Customs and Border Protection (CBP) in June is slated to begin a robust round of technical demonstrations of its planned solution to better confirm the identities of travelers departing the United States by air, Kevin McAleenan, the acting commissioner of the agency, said on Monday.

The expanded tests of the biometric exit solution will roll out at departure gates of select airports about every two weeks from June 1 through September, McAleenan said at connect:ID, an annual identity solutions conference. McAleenan is President Donald Trump’s nominee to be commissioner of CBP.

Kevin McAleenan, acting commissioner of Customs and Border Protection. Photo: CBP
Kevin McAleenan, acting commissioner of Customs and Border Protection. Photo: CBP

The upcoming technical demonstrations, which essentially were previewed last week by John Wagner, deputy executive assistant commissioner for CBP’s Office of Field Operations, will be based on a nearly year-old pilot demonstration of facial recognition technology being used to confirm the identity of passengers boarding a single international flight daily from Atlanta’s Hartsfield-Jackson International Airport (Defense Daily, April 25).

In the Atlanta pilot the passenger manifest for the flight is localized on a tablet computer. The upcoming expansion of the pilot testing will connect the facial recognition to a cloud computing environment for real-time matching and confirmation of travelers at the departure gates, McAleenan said.

The Atlanta pilot was crucial to CBP moving forward with this “next level” of the biometric exit program, he said.

The ongoing testing in Atlanta is demonstrating the ability to biometrically confirm the identity of travelers “within the airline’s boarding procedures and without disrupting the process,” McAleenan said. “This was a defining moment in our biometric exit strategy. Quite simply, to accomplish this mission in an environment that is extremely sensitive to change with the addition of new layers we are confident that innovation and partnerships are the essential components to addressing the biometric exit challenge.”

The upcoming demonstrations will also show airlines, airports and travelers how the exit solution is going to work, he said.

McAleenan highlighted that the exit system has to integrate into the larger travel process with stakeholders, existing business processes and infrastructure, adding that the agency also doesn’t want passengers to have to change their behavior at the departure gate before heading down the jetway to an aircraft.
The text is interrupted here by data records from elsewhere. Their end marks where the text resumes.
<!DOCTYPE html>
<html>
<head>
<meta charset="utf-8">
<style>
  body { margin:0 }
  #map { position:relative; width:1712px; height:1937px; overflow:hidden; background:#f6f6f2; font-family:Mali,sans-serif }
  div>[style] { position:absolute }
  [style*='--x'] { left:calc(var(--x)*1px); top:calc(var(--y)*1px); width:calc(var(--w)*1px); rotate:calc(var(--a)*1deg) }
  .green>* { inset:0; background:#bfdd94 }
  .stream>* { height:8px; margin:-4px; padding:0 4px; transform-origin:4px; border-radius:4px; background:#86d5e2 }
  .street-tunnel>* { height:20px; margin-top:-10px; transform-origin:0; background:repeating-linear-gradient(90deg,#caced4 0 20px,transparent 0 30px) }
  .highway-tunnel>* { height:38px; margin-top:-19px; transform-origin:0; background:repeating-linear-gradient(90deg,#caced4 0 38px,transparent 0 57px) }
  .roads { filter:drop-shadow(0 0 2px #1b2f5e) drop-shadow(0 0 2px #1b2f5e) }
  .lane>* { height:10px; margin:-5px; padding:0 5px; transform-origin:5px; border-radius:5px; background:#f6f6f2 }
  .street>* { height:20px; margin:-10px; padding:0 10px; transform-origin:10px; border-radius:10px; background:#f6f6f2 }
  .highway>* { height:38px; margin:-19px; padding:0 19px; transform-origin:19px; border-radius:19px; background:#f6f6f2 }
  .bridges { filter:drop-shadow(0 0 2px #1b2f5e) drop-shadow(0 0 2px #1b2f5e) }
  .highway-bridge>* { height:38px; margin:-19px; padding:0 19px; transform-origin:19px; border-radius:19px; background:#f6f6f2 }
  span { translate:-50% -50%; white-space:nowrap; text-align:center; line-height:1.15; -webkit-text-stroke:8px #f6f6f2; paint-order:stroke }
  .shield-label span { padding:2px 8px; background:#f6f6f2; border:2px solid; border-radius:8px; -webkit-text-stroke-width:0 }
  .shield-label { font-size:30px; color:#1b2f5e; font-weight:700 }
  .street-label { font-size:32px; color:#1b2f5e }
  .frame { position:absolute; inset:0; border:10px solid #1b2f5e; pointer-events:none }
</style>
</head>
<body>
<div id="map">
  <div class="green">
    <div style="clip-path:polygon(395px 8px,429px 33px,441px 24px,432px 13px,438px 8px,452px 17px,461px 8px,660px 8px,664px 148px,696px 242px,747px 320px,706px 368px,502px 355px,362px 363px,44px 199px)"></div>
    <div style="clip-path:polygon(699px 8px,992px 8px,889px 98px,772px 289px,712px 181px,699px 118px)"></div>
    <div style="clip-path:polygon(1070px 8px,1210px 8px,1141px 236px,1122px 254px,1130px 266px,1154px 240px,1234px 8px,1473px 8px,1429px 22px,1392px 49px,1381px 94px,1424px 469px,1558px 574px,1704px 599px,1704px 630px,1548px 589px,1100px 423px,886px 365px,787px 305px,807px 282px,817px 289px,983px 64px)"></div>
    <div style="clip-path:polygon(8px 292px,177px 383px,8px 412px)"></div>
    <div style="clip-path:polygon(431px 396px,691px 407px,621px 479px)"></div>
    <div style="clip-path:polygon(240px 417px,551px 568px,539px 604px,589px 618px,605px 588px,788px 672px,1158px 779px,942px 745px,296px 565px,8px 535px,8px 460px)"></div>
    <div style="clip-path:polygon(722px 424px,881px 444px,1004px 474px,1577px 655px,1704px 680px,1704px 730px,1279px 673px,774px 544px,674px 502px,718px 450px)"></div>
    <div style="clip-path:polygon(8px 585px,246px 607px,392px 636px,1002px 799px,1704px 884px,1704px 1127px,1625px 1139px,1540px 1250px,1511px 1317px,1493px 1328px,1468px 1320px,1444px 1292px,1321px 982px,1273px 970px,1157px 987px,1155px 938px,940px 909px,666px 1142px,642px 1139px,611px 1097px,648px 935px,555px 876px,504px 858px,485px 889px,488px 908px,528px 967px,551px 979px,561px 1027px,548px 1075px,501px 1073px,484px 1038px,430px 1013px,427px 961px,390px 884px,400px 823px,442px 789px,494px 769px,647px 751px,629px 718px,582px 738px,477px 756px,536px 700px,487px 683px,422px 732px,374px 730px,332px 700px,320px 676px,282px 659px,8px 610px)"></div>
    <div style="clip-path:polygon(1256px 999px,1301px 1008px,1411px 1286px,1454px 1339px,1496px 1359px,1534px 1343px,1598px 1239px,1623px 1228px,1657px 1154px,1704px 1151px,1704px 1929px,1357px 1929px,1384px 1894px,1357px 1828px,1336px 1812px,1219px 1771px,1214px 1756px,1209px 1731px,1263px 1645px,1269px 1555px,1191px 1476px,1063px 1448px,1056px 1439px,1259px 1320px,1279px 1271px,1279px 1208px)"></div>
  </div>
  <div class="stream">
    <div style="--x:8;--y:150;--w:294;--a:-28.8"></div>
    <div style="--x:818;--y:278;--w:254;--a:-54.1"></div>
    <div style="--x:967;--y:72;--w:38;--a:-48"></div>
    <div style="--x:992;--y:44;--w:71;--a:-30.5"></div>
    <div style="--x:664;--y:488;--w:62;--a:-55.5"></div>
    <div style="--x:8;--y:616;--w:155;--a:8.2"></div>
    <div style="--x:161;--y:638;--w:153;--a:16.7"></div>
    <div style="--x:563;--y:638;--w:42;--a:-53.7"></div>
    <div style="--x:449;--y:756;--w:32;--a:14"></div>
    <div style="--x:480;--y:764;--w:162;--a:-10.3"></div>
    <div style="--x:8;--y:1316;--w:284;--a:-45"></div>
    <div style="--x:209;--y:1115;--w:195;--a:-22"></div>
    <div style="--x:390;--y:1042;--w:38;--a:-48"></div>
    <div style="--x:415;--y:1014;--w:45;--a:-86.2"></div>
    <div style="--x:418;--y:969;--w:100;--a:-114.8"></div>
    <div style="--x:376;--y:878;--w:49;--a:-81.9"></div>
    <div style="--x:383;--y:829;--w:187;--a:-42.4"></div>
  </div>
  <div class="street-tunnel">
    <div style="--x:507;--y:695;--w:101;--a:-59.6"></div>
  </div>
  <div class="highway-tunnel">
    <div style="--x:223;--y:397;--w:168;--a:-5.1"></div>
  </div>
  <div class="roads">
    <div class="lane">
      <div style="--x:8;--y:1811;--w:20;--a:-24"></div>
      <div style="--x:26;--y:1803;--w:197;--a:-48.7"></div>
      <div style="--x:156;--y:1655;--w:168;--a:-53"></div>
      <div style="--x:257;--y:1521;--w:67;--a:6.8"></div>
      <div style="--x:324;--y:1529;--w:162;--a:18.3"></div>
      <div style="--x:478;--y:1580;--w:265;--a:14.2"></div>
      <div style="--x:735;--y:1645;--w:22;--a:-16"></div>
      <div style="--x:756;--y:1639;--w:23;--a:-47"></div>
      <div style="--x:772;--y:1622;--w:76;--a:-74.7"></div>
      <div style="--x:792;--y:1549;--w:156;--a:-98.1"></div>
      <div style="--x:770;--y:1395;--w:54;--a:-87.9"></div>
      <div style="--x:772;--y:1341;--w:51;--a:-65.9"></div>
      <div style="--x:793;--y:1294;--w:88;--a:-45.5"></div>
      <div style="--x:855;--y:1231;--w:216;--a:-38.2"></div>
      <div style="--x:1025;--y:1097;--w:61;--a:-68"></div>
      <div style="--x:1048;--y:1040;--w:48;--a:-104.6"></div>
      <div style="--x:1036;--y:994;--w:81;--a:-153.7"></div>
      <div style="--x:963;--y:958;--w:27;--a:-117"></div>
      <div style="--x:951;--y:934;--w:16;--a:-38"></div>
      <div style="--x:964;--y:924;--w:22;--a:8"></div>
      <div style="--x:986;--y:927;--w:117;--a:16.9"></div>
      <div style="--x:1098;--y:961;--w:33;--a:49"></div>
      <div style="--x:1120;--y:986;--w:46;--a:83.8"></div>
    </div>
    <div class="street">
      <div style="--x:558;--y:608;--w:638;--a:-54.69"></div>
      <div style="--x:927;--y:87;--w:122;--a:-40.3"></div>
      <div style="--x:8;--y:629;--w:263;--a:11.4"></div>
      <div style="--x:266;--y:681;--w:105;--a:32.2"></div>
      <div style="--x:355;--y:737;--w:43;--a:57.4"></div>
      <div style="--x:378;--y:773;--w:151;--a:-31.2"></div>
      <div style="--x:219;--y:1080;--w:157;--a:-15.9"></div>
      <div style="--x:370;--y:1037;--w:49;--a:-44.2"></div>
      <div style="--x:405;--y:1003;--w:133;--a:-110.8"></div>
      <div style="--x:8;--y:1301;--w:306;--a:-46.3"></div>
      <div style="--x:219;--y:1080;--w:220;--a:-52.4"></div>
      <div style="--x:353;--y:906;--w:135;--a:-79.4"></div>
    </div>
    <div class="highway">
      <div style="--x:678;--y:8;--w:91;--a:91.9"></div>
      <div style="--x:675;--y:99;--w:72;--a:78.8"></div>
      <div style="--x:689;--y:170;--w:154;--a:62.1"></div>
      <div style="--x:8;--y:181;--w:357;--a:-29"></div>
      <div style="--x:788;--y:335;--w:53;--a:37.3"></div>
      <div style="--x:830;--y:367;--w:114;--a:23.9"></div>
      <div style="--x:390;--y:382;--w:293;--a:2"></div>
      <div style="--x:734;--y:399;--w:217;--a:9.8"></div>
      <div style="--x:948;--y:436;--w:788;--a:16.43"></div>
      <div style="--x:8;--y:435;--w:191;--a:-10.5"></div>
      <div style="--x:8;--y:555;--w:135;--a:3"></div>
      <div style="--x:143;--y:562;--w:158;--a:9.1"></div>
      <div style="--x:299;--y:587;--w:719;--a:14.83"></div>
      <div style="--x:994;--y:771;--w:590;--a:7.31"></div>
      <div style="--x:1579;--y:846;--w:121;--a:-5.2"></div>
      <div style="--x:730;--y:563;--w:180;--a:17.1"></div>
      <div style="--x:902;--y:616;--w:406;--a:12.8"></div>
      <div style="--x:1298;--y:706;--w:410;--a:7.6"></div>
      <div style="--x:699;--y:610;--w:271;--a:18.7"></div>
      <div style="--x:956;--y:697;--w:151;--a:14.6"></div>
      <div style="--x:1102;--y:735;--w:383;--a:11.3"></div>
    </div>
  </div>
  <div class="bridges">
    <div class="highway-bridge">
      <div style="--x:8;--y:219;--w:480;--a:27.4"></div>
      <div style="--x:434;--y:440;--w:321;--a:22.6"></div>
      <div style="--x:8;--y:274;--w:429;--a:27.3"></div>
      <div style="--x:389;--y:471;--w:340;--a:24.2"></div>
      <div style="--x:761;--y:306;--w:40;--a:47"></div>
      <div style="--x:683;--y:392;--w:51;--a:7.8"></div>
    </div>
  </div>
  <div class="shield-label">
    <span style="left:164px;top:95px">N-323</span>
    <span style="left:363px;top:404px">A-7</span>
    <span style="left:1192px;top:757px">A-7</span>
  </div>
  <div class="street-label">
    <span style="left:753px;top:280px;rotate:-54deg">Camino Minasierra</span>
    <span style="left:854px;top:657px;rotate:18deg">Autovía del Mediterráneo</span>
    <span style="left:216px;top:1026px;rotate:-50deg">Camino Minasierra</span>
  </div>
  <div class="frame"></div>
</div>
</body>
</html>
CBP, through facial recognition and comparison tests in Atlanta, Washington Dulles International Airport, and John F. Kennedy International airport, and with testing last year at land port of entry between the U.S. and Mexico, that facial recognition appears to be the easiest and most user friendly biometric to use for its exit system.

Currently exit checks are done biographically, a process whereby airlines submit a passenger’s information to CBP for a check before a plane departs. Congress has mandated multiple times that biometric checks be added to the departure process to better guarantee that a foreign national departing the country is who he or she says they are.

CBP is working with its stakeholders, including airlines and airports, to broaden the application of the biometric technology that will be part of the exit system. The agency believes that the technology could possibly replace boarding passes and in some cases, passport checks.

The upcoming technical demonstrations will be rolled out to the major U.S. international airports. Under the Obama administration, CBP was tasked with rolling out a biometric exit system to major U.S. international airports by the end of 2018. The Trump administration directed CBP to accelerate those plans.

CBP currently checks fingerprints of foreign nationals arriving to the U.S. to ensure that the person entering the country is the same person that applied for a visa to travel to the U.S. CBP’s Wagner said last week that the agency is looking to retool that arrival process use facial recognition technology. He said a pilot test is planned for this year at an airport to use facial recognition to help verify the identities of arriving passengers.

Ultimately, Wagner said, the facial recognition capability could serve as the passport check and exit gate, allowing travelers to rapidly pass through the Customs process after arrival.

The biometric exist system is one of two major identity solutions efforts underway within the Department of Homeland Security. The other is the acquisition of a new biometric repository and matching system called Homeland Advanced Recognition Technology (HART). The multimodal biometric HART system will replace the fingerprint-based IDENT system.